Yes, Granny’s Neck is a real place. At least it was until 1991, when it went under water.
“That’s right. Granny’s Neck’s at the bottom of the lake,” said John Sellers, mayor of Sulphur Springs, a town 20 minutes from Granny’s Neck.
Specifically, Jim Chapman Lake, also called Cooper Lake.
Although the community has washed away, signs of Granny’s Neck are still here.
“It is easy to go back and imagine what it was like in the time period of Granny’s Neck,” Sellers said.
Sellers' family grew up in the area and says the Granny’s Neck name came from the way the land was shaped.
“Not that it necessarily looked like a granny’s neck or had wrinkles,” said Sellers.
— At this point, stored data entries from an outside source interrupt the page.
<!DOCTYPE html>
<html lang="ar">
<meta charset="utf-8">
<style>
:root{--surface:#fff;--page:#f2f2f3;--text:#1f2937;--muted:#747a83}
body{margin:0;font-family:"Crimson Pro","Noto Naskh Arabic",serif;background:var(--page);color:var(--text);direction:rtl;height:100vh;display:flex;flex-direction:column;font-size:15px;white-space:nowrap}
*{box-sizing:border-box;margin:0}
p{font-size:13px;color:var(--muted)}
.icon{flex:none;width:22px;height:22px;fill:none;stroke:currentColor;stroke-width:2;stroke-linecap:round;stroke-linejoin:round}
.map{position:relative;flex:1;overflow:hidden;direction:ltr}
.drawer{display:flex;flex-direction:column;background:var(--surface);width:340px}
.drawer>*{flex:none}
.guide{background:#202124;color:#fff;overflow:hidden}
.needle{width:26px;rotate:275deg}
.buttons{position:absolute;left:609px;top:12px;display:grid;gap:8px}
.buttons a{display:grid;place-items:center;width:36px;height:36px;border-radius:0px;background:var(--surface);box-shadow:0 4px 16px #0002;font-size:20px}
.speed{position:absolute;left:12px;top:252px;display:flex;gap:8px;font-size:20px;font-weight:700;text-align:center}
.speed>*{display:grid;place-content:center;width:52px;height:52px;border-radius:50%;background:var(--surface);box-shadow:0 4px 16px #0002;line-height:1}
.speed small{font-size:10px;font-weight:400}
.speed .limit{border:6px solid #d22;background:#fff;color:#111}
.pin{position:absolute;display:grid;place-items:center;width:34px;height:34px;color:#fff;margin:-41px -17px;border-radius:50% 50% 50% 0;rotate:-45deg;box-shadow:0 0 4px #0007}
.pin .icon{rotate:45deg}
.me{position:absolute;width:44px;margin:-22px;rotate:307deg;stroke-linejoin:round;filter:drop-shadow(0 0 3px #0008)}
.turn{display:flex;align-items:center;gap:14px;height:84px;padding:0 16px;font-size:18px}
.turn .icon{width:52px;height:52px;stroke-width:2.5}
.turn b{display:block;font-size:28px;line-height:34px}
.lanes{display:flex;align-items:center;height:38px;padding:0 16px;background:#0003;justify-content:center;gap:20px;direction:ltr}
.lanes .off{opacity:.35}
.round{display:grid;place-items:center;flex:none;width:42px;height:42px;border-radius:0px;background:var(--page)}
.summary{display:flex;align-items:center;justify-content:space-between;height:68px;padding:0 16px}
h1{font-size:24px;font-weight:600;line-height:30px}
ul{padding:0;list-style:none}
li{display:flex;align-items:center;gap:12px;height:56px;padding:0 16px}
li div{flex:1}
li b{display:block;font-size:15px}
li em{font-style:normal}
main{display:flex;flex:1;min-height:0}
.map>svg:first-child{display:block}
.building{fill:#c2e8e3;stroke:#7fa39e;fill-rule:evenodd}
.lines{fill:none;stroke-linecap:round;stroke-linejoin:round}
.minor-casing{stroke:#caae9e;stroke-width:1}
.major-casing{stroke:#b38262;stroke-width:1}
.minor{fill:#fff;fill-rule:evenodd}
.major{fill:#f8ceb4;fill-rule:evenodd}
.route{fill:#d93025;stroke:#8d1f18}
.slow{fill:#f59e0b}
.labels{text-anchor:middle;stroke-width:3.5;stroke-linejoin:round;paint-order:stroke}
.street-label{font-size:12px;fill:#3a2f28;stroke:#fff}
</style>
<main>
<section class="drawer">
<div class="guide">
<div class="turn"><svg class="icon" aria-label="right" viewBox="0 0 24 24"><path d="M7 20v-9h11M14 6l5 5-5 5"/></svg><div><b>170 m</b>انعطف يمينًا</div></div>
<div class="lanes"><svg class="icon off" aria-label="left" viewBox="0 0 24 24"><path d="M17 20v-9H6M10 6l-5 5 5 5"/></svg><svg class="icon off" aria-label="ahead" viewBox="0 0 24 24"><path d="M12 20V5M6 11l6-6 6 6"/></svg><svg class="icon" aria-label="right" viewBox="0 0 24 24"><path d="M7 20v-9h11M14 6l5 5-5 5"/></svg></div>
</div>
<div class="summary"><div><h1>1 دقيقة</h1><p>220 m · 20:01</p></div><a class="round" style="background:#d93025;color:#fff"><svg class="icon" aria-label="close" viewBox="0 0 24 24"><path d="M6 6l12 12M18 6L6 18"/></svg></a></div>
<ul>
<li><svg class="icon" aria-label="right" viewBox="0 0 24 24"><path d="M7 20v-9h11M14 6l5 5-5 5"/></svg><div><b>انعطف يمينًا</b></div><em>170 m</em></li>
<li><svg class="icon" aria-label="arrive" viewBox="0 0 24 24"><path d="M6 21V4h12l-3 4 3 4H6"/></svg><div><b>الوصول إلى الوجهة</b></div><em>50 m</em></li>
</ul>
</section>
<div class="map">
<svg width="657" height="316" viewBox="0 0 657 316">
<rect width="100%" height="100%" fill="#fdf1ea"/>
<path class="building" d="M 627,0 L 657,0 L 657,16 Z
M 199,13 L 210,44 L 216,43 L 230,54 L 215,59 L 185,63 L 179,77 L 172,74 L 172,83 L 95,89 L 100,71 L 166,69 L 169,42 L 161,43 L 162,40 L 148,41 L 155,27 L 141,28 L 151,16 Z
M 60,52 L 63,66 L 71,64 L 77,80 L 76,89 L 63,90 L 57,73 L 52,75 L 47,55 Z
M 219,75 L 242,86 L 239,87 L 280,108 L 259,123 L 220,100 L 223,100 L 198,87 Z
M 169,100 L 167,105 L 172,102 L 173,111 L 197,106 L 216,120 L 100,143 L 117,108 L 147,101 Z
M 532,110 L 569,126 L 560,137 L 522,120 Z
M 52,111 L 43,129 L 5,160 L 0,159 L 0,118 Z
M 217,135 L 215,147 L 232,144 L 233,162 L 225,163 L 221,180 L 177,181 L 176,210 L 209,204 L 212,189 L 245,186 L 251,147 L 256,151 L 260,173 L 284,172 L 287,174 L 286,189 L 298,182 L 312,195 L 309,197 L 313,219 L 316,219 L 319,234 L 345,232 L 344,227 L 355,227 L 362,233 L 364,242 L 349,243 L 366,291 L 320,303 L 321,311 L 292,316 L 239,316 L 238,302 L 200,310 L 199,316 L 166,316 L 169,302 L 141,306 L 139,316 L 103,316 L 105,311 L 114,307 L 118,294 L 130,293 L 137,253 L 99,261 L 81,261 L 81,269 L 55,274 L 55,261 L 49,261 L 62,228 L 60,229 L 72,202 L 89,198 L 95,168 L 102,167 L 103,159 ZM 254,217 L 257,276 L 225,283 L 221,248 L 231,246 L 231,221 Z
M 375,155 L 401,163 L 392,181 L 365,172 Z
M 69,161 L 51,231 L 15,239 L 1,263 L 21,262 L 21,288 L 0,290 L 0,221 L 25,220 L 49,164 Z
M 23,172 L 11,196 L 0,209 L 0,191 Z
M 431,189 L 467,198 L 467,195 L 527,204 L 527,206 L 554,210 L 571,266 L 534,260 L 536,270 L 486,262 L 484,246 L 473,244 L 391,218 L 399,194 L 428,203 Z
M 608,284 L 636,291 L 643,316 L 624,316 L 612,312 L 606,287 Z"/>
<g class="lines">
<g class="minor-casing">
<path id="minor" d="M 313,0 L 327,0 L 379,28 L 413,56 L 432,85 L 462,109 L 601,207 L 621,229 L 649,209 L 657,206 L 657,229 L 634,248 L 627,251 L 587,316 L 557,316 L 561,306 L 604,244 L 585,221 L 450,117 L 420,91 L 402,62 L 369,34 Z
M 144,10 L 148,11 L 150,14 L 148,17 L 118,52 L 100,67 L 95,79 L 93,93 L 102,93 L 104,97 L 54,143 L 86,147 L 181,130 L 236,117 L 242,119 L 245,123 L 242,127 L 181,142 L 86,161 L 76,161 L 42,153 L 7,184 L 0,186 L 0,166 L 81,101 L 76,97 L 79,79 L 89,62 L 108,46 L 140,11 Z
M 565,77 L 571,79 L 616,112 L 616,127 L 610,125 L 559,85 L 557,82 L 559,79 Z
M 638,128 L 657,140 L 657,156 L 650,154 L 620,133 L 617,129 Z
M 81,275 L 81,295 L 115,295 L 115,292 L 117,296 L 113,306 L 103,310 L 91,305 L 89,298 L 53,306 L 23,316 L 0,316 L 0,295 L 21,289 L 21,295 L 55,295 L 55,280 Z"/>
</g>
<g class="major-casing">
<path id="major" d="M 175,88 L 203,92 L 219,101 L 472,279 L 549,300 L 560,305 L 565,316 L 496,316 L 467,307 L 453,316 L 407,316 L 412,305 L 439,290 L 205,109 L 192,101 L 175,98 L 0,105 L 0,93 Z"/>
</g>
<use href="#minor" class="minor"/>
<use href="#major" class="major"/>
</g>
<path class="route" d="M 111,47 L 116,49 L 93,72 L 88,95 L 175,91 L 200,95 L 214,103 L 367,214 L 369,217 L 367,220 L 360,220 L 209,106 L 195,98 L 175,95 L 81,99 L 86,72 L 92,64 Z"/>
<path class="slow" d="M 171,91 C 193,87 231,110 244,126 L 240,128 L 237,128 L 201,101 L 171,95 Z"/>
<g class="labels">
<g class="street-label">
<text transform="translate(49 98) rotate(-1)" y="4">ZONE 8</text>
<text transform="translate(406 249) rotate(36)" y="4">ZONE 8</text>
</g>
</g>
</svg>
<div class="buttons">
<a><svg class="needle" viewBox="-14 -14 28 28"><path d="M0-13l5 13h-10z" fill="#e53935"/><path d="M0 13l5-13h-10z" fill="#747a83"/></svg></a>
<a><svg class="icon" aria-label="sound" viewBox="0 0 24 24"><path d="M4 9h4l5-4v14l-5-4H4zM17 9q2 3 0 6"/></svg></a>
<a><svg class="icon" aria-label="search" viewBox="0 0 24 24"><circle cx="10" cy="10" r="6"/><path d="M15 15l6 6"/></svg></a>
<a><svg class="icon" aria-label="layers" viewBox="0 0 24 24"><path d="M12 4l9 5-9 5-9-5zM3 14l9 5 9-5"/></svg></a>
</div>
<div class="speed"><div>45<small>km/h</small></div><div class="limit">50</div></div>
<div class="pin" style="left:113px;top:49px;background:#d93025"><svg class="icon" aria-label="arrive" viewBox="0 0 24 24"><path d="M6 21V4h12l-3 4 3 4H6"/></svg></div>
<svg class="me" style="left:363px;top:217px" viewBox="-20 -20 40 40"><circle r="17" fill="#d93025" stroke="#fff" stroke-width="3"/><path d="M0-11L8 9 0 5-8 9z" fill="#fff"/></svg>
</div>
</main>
Instead of a grandma beauty contest, Sellers says long before the lake was here there was only the river, the Sulphur River.
In the middle of the river was that specific piece of land that gave Granny’s Neck its name.
“It was a neck of land that jutted out into the water and there was a granny that had goats there,” Sellers said.
The locals called her granny. Her real name was Mary Sinclair, and because “granny” lived on that neck of land, it was nicknamed “Granny’s Neck.”
But how did a nickname become the official name?
There was a bridge called Harper’s Crossing that went across the river near Sinclair’s neck of land.
The bridge was a popular crossing and brought a lot of folks right past Sinclair’s land.
“So people started living in this area, and they took this old terminology of calling it Granny’s Neck,” Sellers said.
The community grew big enough that there was a store, saloons and even a Granny’s Neck school.
But, when the lake and dam were completed in 1991, Granny’s Neck was flooded forever.
The name, however, lives on in Cooper Lake State Park at the Granny’s Neck screened shelter area.